Huntington's disability greatly affected her ability to take part in the art community of Boston. Huntington created a salon in her home, where people would show their art and give lectures. In 1933, this group became officially known as the Wellesley Society of Artists The WSA is still in operation today.

Huntington's work was exhibited in the late 2000s and early 2010s both at Fruitlands Museum in Harvard, Massachusetts and at the now-defunct Floria Museum for Women Artists in DeLand, Florida.

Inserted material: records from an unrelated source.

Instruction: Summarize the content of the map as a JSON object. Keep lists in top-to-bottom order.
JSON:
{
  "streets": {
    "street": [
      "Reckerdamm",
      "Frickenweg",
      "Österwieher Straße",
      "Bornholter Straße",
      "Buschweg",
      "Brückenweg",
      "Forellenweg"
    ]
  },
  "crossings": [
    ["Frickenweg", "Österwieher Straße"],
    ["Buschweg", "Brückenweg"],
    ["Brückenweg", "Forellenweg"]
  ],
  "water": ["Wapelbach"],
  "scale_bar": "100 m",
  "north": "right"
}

Huntington's work was collected by champions of the unknown, like Samuel M. Robbins of Newton, Massachusetts.

Personal life 
Huntington married Raymond Edwards Huntington on June 9, 1909 in Wollaston, Massachusetts.

Death and legacy 
Huntington painted until her death in 1963.

Huntington left approximately 5,000 works in oil, pastel, and watercolor.

A collection of her materials is held at the Smithsonian Institution's Archives of American Art and the Peabody Essex Museum library.

Exhibitions 

 2009: The Nature of Apples, Fruitlands Museum
White Mountain Artists 1840-1940, Florida Museum for Women Artists
 New England Impressionists Rediscovered, Fruitlands Museum

Books 
Huntington's book, Water Colors by Elizabeth T. Huntington was published in Boston in 1939.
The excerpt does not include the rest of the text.